Since its launch, the HCA has progressed rapidly. In fact, it has already reached an important milestone with the recent publication in the journal Science of four studies that, together, comprise the first multi-tissue drafts of the human cell atlas. This draft, based on analyses of millions of cells, defines more than 500 different cell types in more than 30 human tissues. A second draft, with even finer definition, is already in the works.

Making the HCA possible are recent technological advances in RNA sequencing. RNA sequencing is a topic that’s been mentioned frequently on this blog in a range of research areas, from neuroscience to skin rashes. Researchers use it to detect and analyze all the messenger RNA (mRNA) molecules in a biological sample, in this case individual human cells from a wide range of tissues, organs, and individuals who voluntarily donated their tissues.

By quantifying these RNA messages, researchers can capture the thousands of genes that any given cell actively expresses at any one time. These precise gene expression profiles can be used to catalogue cells from throughout the body and understand the important similarities and differences among them.

In one of the published studies, funded in part by the NIH, a team co-led by Aviv Regev, a founding co-chair of the consortium at the Broad Institute of MIT and Harvard, Cambridge, MA, established a framework for multi-tissue human cell atlases [1]. (Regev is now on leave from the Broad Institute and MIT and has recently moved to Genentech Research and Early Development, South San Francisco, CA.)

Among its many advances, Regev’s team optimized single-cell RNA sequencing for use on cell nuclei isolated from frozen tissue. This technological advance paved the way for single-cell analyses of the vast numbers of samples that are stored in research collections and freezers all around the world.

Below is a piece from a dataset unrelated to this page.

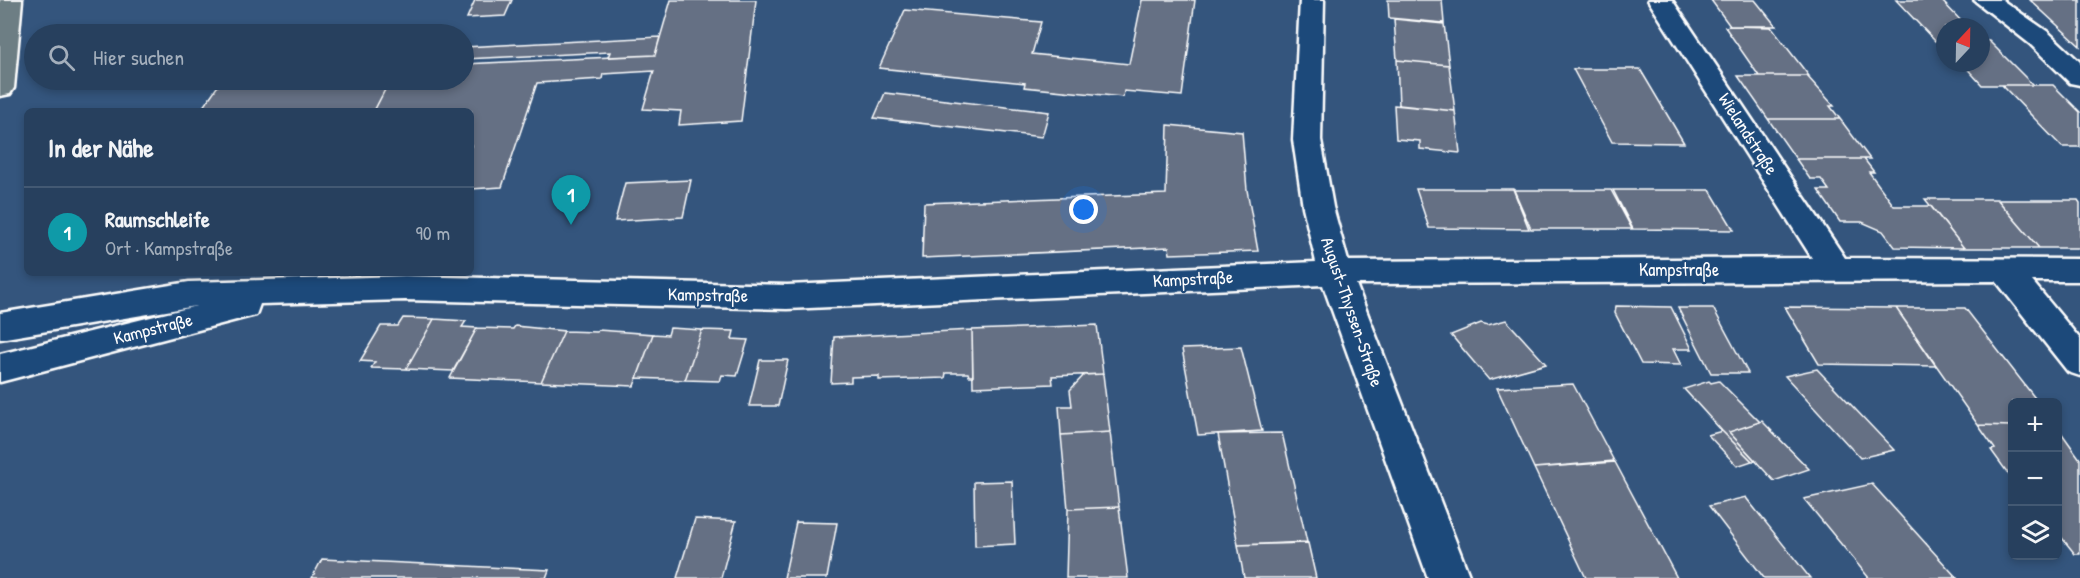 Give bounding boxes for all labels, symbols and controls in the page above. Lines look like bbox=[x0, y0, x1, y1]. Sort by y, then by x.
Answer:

Using their new pipeline, Regev and team built an atlas including more than 200,000 single-cell RNA sequence profiles from eight tissue types collected from 16 individuals. These samples were archived earlier by NIH’s Genotype-Tissue Expression (GTEx) project. The team’s data revealed unexpected differences among cell types but surprising similarities, too.

For example, they found that genetic profiles seen in muscle cells were also present in connective tissue cells in the lungs. Using novel machine learning approaches to help make sense of their data, they’ve linked the cells in their atlases with thousands of genetic diseases and traits to identify cell types and genetic profiles that may contribute to a wide range of human conditions.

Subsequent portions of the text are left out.